Later in the scene, when Apemantus comes to check on Timon, we revisit a piece of bawdy from back in Romeo and Juliet, when Apemantus says,

There’s a medlar for thee. Eat it.
TIMON
On what I hate I feed not.
APEMANTUS
Dost hate a medlar?
TIMON
Ay, though it look like thee.
APEMANTUS
An thou ’dst hated meddlers sooner, thou shouldst have loved thyself better now. What man didst thou ever know unthrift that was beloved after his means?
  • IV.iii.303-310

Back in our discussion of bawdy in Romeo and Juliet, I said

Then Mercutio pictures Romeo sitting under a medlar tree… Now, the medlar was a type of apple (more on that in just a second), but it was also an Elizabethan slang for the vulva. And what will Romeo do under that tree? Why, wish that Rosaline was a medlar apple… and why do maids laugh when talking about the medlar? Because the medlar had the shape of “an open arse” which is both an open ass, but also another name for the medlar apple.

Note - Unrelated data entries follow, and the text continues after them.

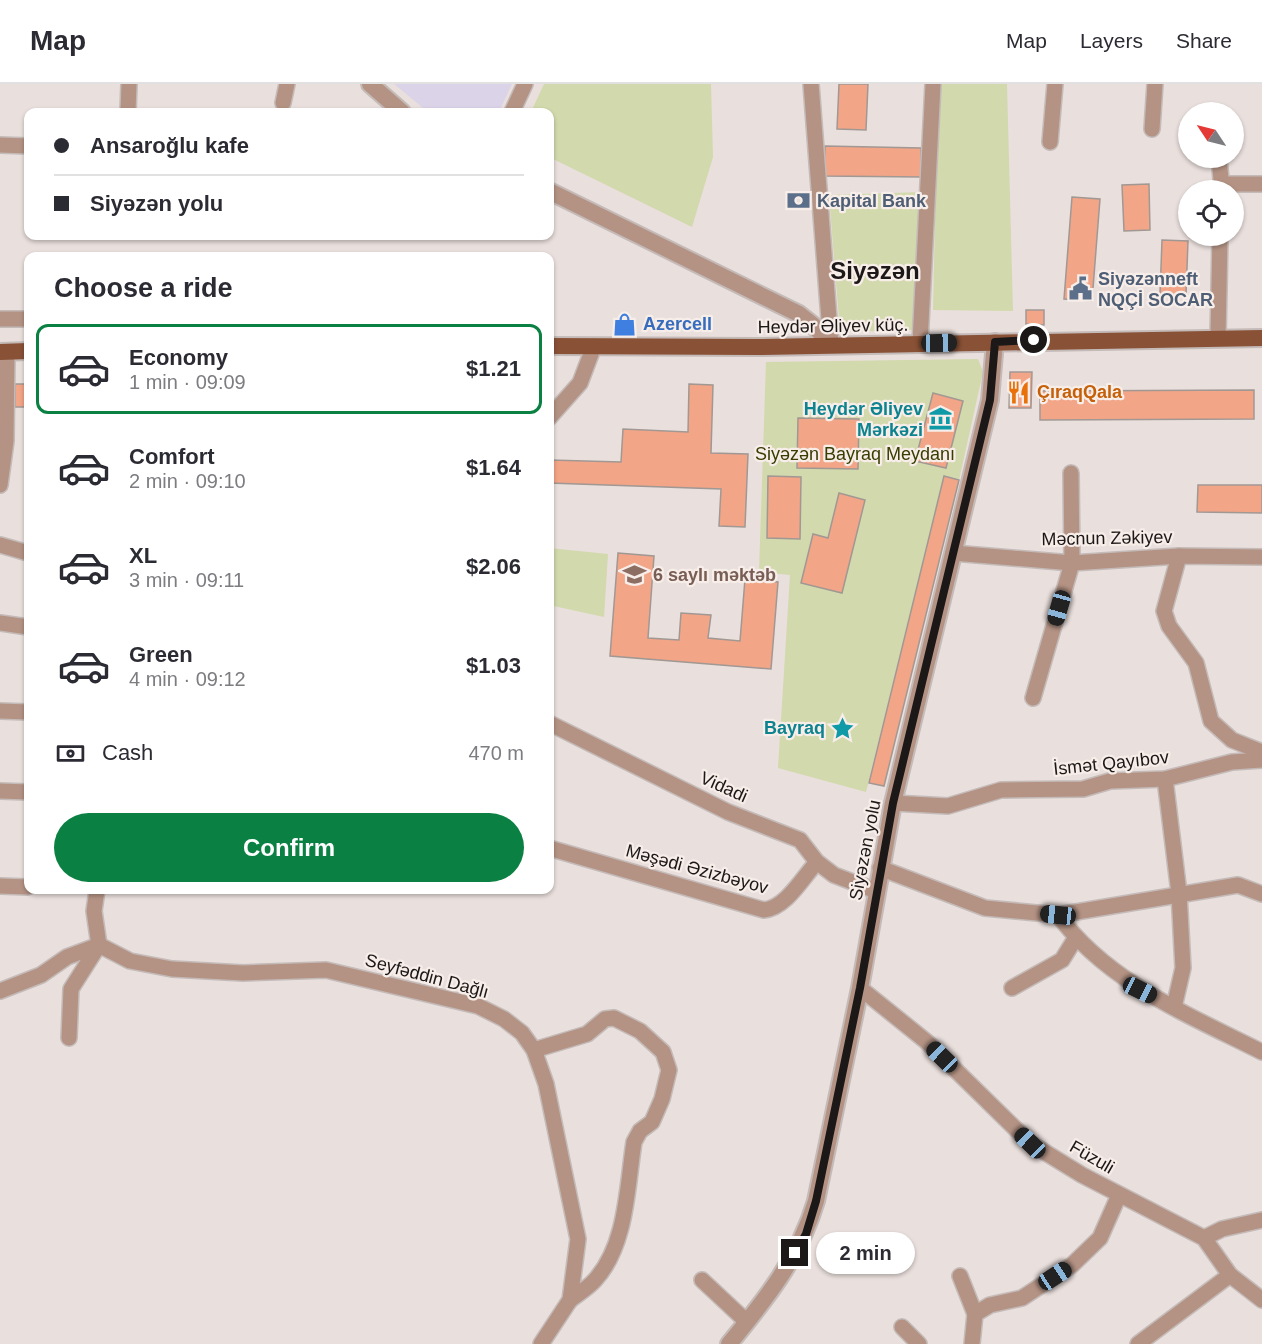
<!DOCTYPE html>
<meta charset="utf-8">
<style>
:root{--surface:#fff;--page:#f7f7f7;--text:#2b2b33;--muted:#7c7c81;--line:#e1e1e2;--accent:#0b8043}
body{margin:0;font-family:Arial,sans-serif;background:var(--page);color:var(--text);height:100vh;display:flex;flex-direction:column;font-size:22px;white-space:nowrap}
*{box-sizing:border-box;margin:0}
p{font-size:20px;color:var(--muted)}
.icon{flex:none;width:33px;height:33px;fill:none;stroke:currentColor;stroke-width:2;stroke-linecap:round;stroke-linejoin:round}
.map{position:relative;flex:1;overflow:hidden}
.side{position:absolute;left:24px;top:168px;width:530px;height:642px;display:flex;flex-direction:column;background:var(--surface);border-radius:12px;box-shadow:0 2px 4px #0004}
.side>*{flex:none}
.banner{position:absolute;left:24px;top:24px;width:530px;height:132px;border-radius:12px;box-shadow:0 2px 4px #0004;display:grid;align-content:center;height:132px;padding:0 30px;background:var(--surface)}
.needle{width:39px;rotate:305deg}
.controls{position:absolute;left:1178px;top:18px;display:grid;gap:12px}
.controls a{display:grid;place-items:center;width:66px;height:66px;border-radius:50%;background:var(--surface);box-shadow:0 2px 4px #0004;font-size:30px}
.end{position:absolute;width:27px;height:27px;margin:-14px;border:8px solid #1c1817;background:#fff;box-shadow:0 0 0 3px #fff}
.from{border-radius:50%}
.bubble{position:absolute;height:42px;border-radius:21px;background:var(--surface);box-shadow:0 2px 4px #0004;font-size:20px;font-weight:700;line-height:42px;text-align:center}
.car{position:absolute;width:18px;height:36px;margin:-18px -9px;border-radius:8px;box-shadow:0 0 4px 2px #0007;background:linear-gradient(#222 24%,#8ab4d8 0 40%,#222 0 76%,#8ab4d8 0 86%,#222 0)}
.banner b{display:flex;align-items:center;gap:21px;height:57px;font-size:22px}
.banner b+b{border-top:2px solid var(--line)}
.banner i{width:15px;height:15px;background:var(--text)}
ul{padding:0;list-style:none}
li{display:flex;align-items:center;gap:18px;height:90px;margin:0 12px 9px;padding:0 18px;border:3px solid transparent;border-radius:12px}
li div{flex:1}
li b{display:block;font-size:22px}
li em{font-style:normal;font-weight:700}
li.on{border-color:var(--accent)}
li>.icon{width:54px;height:54px;stroke-width:1.5}
h2{padding:0 30px;font-size:27px;line-height:72px}
.pay{display:flex;align-items:center;gap:15px;height:66px;padding:0 30px;font-size:22px}
.pay p{margin-inline-start:auto}
.button{display:flex;gap:12px;margin-top:auto;padding:12px 30px}
.button a{flex:1;height:69px;border-radius:36px;background:var(--accent);color:#fff;font-size:24px;font-weight:700;line-height:69px;text-align:center}
header{display:flex;align-items:center;gap:36px;box-sizing:border-box;height:84px;padding:0 30px;background:var(--surface);border-bottom:2px solid var(--line)}
header strong{font-size:28px}
nav{display:flex;gap:33px;margin-inline-start:auto;font-size:21px}
.map>svg:first-child{display:block}
.education{fill:#dbd4e9}
.green{fill:#d2d9ac}
.building{fill:#f2a587;stroke:#a19894;stroke-width:1.5}
.lines{fill:none;stroke-linecap:round;stroke-linejoin:round}
.minor-casing{stroke:#c4bbb9;stroke-width:18}
.tertiary-casing{stroke:#c4bbb9;stroke-width:20}
.primary-casing{stroke:#c4bbb9;stroke-width:20}
.minor{stroke:#b49384;stroke-width:15}
.tertiary{stroke:#b49384;stroke-width:16}
.primary{stroke:#895136;stroke-width:16}
.route{stroke:#1c1817;stroke-width:8}
.labels{text-anchor:middle;dominant-baseline:central;stroke-width:4.5;stroke-linejoin:round;paint-order:stroke}
.service-label{font-size:18px;font-weight:bold;fill:#4e5e75;stroke:#f7ede9;text-anchor:start}
.shop-label{font-size:18px;font-weight:bold;fill:#366cbe;stroke:#f7ede9;text-anchor:start}
.street-label{font-size:18px;fill:#1c1817;stroke:#f7ede9}
.food-label{font-size:18px;font-weight:bold;fill:#c56008;stroke:#f7ede9;text-anchor:start}
.culture-label{font-size:18px;font-weight:bold;fill:#0d838f;stroke:#f7ede9;text-anchor:end}
.park-label{font-size:18px;fill:#383d00;stroke:#f7ede9}
.education-label{font-size:18px;font-weight:bold;fill:#785e54;stroke:#f7ede9;text-anchor:start}
.district-label{font-size:24px;font-weight:bold;fill:#1c1817;stroke:#f7ede9}
</style>
<header>
<strong>Map</strong>
<nav><a>Map</a><a>Layers</a><a>Share</a></nav>
</header>
<div class="map">
<svg width="1262" height="1260" viewBox="0 0 1262 1260">
<rect width="100%" height="100%" fill="#e9dfdc"/>
<polygon class="education" points="394,0 512,0 499,28 428,28"/>
<g class="green">
<polygon points="544,0 711,0 713,73 692,143 549,73 549,28 531,28"/>
<polygon points="938,0 1007,0 1013,227 933,226"/>
<polygon points="923,108 913,246 840,248 829,111"/>
<polygon points="978,275 983,288 959,396 944,392 866,708 778,684 790,491 759,488 766,278"/>
<polygon points="549,464 608,470 604,533 549,521"/>
</g>
<g class="building">
<polygon points="839,0 868,0 866,46 837,45"/>
<polygon points="825,62 921,64 921,93 824,92"/>
<polygon points="1149,100 1150,146 1124,147 1122,101"/>
<polygon points="1072,113 1100,115 1092,217 1064,215"/>
<polygon points="1162,156 1188,157 1186,211 1160,210"/>
<polygon points="1026,226 1044,226 1044,241 1026,240"/>
<polygon points="1010,288 1032,288 1031,324 1009,324"/>
<rect x="15" y="300" width="13" height="23"/>
<polygon points="689,300 713,301 711,369 748,370 745,443 719,442 721,405 549,399 550,376 621,378 623,345 688,348"/>
<polygon points="1254,306 1254,335 1040,336 1040,307"/>
<polygon points="933,309 963,317 946,384 915,377"/>
<polygon points="798,334 859,335 858,385 797,384"/>
<polygon points="768,392 801,393 800,455 767,454"/>
<polygon points="944,392 959,396 884,702 869,699"/>
<polygon points="1198,401 1262,401 1262,429 1197,428"/>
<polygon points="839,409 865,416 842,509 801,499 813,450 828,454"/>
<polygon points="618,469 654,472 648,554 679,556 681,529 711,531 708,554 740,557 745,495 778,498 771,585 610,572"/>
</g>
<g class="lines">
<defs>
<g id="minor">
<polyline points="811,0 831,261"/>
<polyline points="283,19 287,0"/>
<polyline points="128,28 129,0"/>
<polyline points="512,28 525,0"/>
<polyline points="1152,45 1155,0"/>
<polyline points="1050,58 1055,0"/>
<polyline points="0,61 28,62"/>
<polyline points="1219,74 1222,106"/>
<polyline points="1222,100 1262,100"/>
<polyline points="0,235 28,235"/>
<polyline points="1218,254 1220,152"/>
<polyline points="920,259 933,0"/>
<polyline points="549,334 580,299 594,262"/>
<polyline points="0,401 6,357 7,268"/>
<polyline points="0,461 28,469"/>
<polyline points="953,469 1072,479 1179,472 1262,473"/>
<polyline points="1179,472 1164,527 1169,542 1196,579 1211,637 1232,656 1262,668"/>
<polyline points="0,539 28,543"/>
<polyline points="1033,614 1072,479 1071,389"/>
<polyline points="0,627 28,628"/>
<polyline points="549,639 728,728 800,756 817,778 834,791 876,807"/>
<polyline points="1165,695 1179,809 1183,884 1174,923"/>
<polyline points="0,707 28,708"/>
<polyline points="893,719 948,722 1001,706 1083,705 1110,697 1165,695 1232,678 1262,676"/>
<path d="M549,764L764,826C786,824 803,793 817,778"/>
<path d="M880,784L985,824L1058,831C1108,899 1189,931 1262,968"/>
<polyline points="0,802 28,803"/>
<polyline points="1058,831 1238,801 1262,810"/>
<polyline points="860,904 927,958 1030,1059 1082,1091 1204,1154 1230,1191 1262,1216"/>
<polyline points="1012,904 1062,876 1075,855"/>
<polyline points="0,907 41,891 67,873 99,861 130,877 172,885 243,889 326,886 478,922 504,935 522,949 534,966 546,1000 578,1155 570,1216 541,1260"/>
<polyline points="69,954 71,905 99,861 94,827 97,806"/>
<path d="M534,966L587,950L605,935L614,934L640,947L663,968L669,986L662,1015L652,1038L640,1047L634,1058C627,1102 627,1161 595,1196C588,1204 578,1210 570,1216"/>
<polyline points="1204,1154 1222,1145 1262,1136"/>
<polyline points="960,1192 975,1230"/>
<polyline points="702,1196 747,1238"/>
<polyline points="902,1243 919,1260"/>
<polyline points="972,1260 975,1230 990,1221 1022,1214 1072,1181 1100,1154 1119,1111"/>
<polyline points="1138,1260 1230,1191"/>
</g>
<g id="tertiary">
<polyline points="370,0 402,28"/>
<polyline points="549,107 799,230 813,241 831,261"/>
<path d="M729,1260C766,1215 799,1174 816,1117L860,904L893,719L990,316L995,258"/>
</g>
<g id="primary">
<polyline points="549,262 758,263 1262,254"/>
<polyline points="0,268 28,267"/>
</g>
</defs>
<use href="#minor" class="minor-casing"/>
<use href="#tertiary" class="tertiary-casing"/>
<use href="#primary" class="primary-casing"/>
<use href="#minor" class="minor"/>
<use href="#tertiary" class="tertiary"/>
<use href="#primary" class="primary"/>
</g>
<g class="lines">
<polyline class="route" points="795,1169 806,1150 816,1117 860,904 893,719 990,316 995,258 1034,256"/>
</g>
<defs>
<symbol id="bank-bare" viewBox="-9 -9 18 18"><path d="M-6-4H6V4H-6ZM0-2.3a2.3 2.3 0 1 0 0 4.6a2.3 2.3 0 1 0 0-4.6Z" fill="#5c6f8a" stroke="#f7ede9" stroke-width="2.5" paint-order="stroke"/></symbol>
<symbol id="civic-bare" viewBox="-9 -9 18 18"><path d="M-.6-6.5H3V-4.5H.6V-3L4-1V1h2V6H-6V1h2V-1L-.6-3ZM-1.2 2.5V6h2.4V2.5Z" fill="#5c6f8a" stroke="#f7ede9" stroke-width="2.5" paint-order="stroke"/></symbol>
<symbol id="shop-bare" viewBox="-9 -9 18 18"><path d="M-5-2.5h2.3a2.7 3.5 0 0 1 5.4 0H5L5.5 6h-11ZM-1.5-2.5h3a1.5 2.3 0 0 0-3 0Z" fill="#3f7fe0" stroke="#f7ede9" stroke-width="2.5" paint-order="stroke"/></symbol>
<symbol id="restaurant-bare" viewBox="-9 -9 18 18"><path d="M-5-6h1v4h1v-4h1v4h1v-4h1v5L-1.5 .5V6h-2V.5L-5-1ZM5-6V6H3V1.5H1.5Q1.5-4 5-6Z" fill="#e8710a" stroke="#f7ede9" stroke-width="2.5" paint-order="stroke"/></symbol>
<symbol id="museum-bare" viewBox="-9 -9 18 18"><path d="M0-6L6-3V-2H-6V-3ZM-5-1h2V3h-2ZM-1-1h2V3h-2ZM3-1h2V3H3ZM-6 4H6V6H-6Z" fill="#0f9aa8" stroke="#f7ede9" stroke-width="2.5" paint-order="stroke"/></symbol>
<symbol id="school-bare" viewBox="-9 -9 18 18"><path d="M0-5L7-2L0 1L-7-2ZM-4 1L0 2.5L4 1V4Q0 6-4 4Z" fill="#8d6e63" stroke="#f7ede9" stroke-width="2.5" paint-order="stroke"/></symbol>
<symbol id="sight-bare" viewBox="-9 -9 18 18"><path d="M0-6L1.8-2.2L6-1.7L2.9 1.2L3.7 5.4L0 3.3L-3.7 5.4L-2.9 1.2L-6-1.7L-1.8-2.2Z" fill="#0f9aa8" stroke="#f7ede9" stroke-width="2.5" paint-order="stroke"/></symbol>
</defs>
<g fill-rule="evenodd">
<use href="#bank-bare" x="782" y="100" width="33" height="33"/>
<use href="#civic-bare" x="1064" y="188" width="33" height="33"/>
<use href="#shop-bare" x="608" y="224" width="33" height="33"/>
<use href="#restaurant-bare" x="1002" y="292" width="33" height="33"/>
<use href="#museum-bare" x="924" y="318" width="33" height="33"/>
<use href="#school-bare" x="618" y="474" width="33" height="33"/>
<use href="#sight-bare" x="826" y="628" width="33" height="33"/>
</g>
<g class="labels">
<g class="service-label">
<text x="817" y="117">Kapital Bank</text>
<text x="1098" y="195">Siyəzənneft<tspan x="1098" dy="21">NQÇİ SOCAR</tspan></text>
</g>
<g class="shop-label">
<text x="643" y="240">Azercell</text>
</g>
<g class="street-label">
<text transform="translate(833 242) rotate(-1)">Heydər Əliyev küç.</text>
<text transform="translate(1107 454) rotate(-1)">Məcnun Zəkiyev</text>
<text transform="translate(1111 679) rotate(-6)">İsmət Qayıbov</text>
<text transform="translate(724 703) rotate(24)">Vidadi</text>
<text transform="translate(865 766) rotate(-79)">Siyəzən yolu</text>
<text transform="translate(697 785) rotate(15)">Məşədi Əzizbəyov</text>
<text transform="translate(427 892) rotate(15)">Seyfəddin Dağlı</text>
<text transform="translate(1092 1073) rotate(30)">Füzuli</text>
</g>
<g class="food-label">
<text x="1037" y="308">ÇıraqQala</text>
</g>
<g class="culture-label">
<text x="923" y="325">Heydər Əliyev<tspan x="923" dy="21">Mərkəzi</tspan></text>
<text x="825" y="644">Bayraq</text>
</g>
<g class="park-label">
<text x="855" y="370">Siyəzən Bayraq Meydanı</text>
</g>
<g class="education-label">
<text x="653" y="491">6 saylı məktəb</text>
</g>
<g class="district-label">
<text x="875" y="186">Siyəzən</text>
</g>
</g>
</svg>
<div class="controls">
<a><svg class="needle" viewBox="-14 -14 28 28"><path d="M0-13l5 13h-10z" fill="#e53935"/><path d="M0 13l5-13h-10z" fill="#7c7c81"/></svg></a>
<a><svg class="icon" aria-label="locate" viewBox="0 0 24 24"><circle cx="12" cy="12" r="6"/><path d="M12 2v4M12 18v4M2 12h4M18 12h4"/></svg></a>
</div>
<i class="end from" style="left:1034px;top:256px"></i>
<i class="end" style="left:795px;top:1169px"></i>
<div class="bubble" style="left:816px;top:1148px;width:99px">2 min</div>
<i class="car" style="left:939px;top:259px;rotate:89deg"></i>
<i class="car" style="left:1059px;top:524px;rotate:196deg"></i>
<i class="car" style="left:1058px;top:831px;rotate:276deg"></i>
<i class="car" style="left:1140px;top:906px;rotate:116deg"></i>
<i class="car" style="left:942px;top:973px;rotate:314deg"></i>
<i class="car" style="left:1030px;top:1059px;rotate:314deg"></i>
<i class="car" style="left:1055px;top:1192px;rotate:57deg"></i>
<div class="banner">
<b><i class="from"></i>Ansaroğlu kafe</b>
<b><i></i>Siyəzən yolu</b>
</div>
<section class="side">
<h2>Choose a ride</h2>
<ul>
<li class="on"><svg class="icon" aria-label="car" viewBox="0 0 24 24"><path d="M5 17H2v-5l4-1 3-4h7l3 4 3 1v5h-3M9 17h6M6 11h13"/><circle cx="7" cy="17" r="2"/><circle cx="17" cy="17" r="2"/></svg><div><b>Economy</b><p>1 min · 09:09</p></div><em>$1.21</em></li>
<li><svg class="icon" aria-label="car" viewBox="0 0 24 24"><path d="M5 17H2v-5l4-1 3-4h7l3 4 3 1v5h-3M9 17h6M6 11h13"/><circle cx="7" cy="17" r="2"/><circle cx="17" cy="17" r="2"/></svg><div><b>Comfort</b><p>2 min · 09:10</p></div><em>$1.64</em></li>
<li><svg class="icon" aria-label="car" viewBox="0 0 24 24"><path d="M5 17H2v-5l4-1 3-4h7l3 4 3 1v5h-3M9 17h6M6 11h13"/><circle cx="7" cy="17" r="2"/><circle cx="17" cy="17" r="2"/></svg><div><b>XL</b><p>3 min · 09:11</p></div><em>$2.06</em></li>
<li><svg class="icon" aria-label="car" viewBox="0 0 24 24"><path d="M5 17H2v-5l4-1 3-4h7l3 4 3 1v5h-3M9 17h6M6 11h13"/><circle cx="7" cy="17" r="2"/><circle cx="17" cy="17" r="2"/></svg><div><b>Green</b><p>4 min · 09:12</p></div><em>$1.03</em></li>
</ul>
<div class="pay"><svg class="icon" aria-label="cash" viewBox="0 0 24 24"><path d="M3 7h18v10H3z"/><circle cx="12" cy="12" r="2"/></svg>Cash<p>470 m</p></div>
<div class="button"><a>Confirm</a></div>
</section>
</div>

So. We have that working for us.

Our last bit of bawdy, comes after Timon’s death, as the final scene is beginning with Alcibiades at the gates of Athens. He talks of the “breathless wrong” (V.iv.10) that sit in the thrones of Athens, and the insolence that farts (“break his wind” [V.iv.12]).

And thus bawdy in Timon of Athens ends not with a bang, but with a fart. (sorry, TS…)

No fun, no sex, just disease and whores… which reminds me more of Troilus and Cressida than the trifecta of Hamlet, All’s Well, and Lear, even though Partridge is on the mark with his lumping Timon in with those three.

I just want to shower. And not in a good way.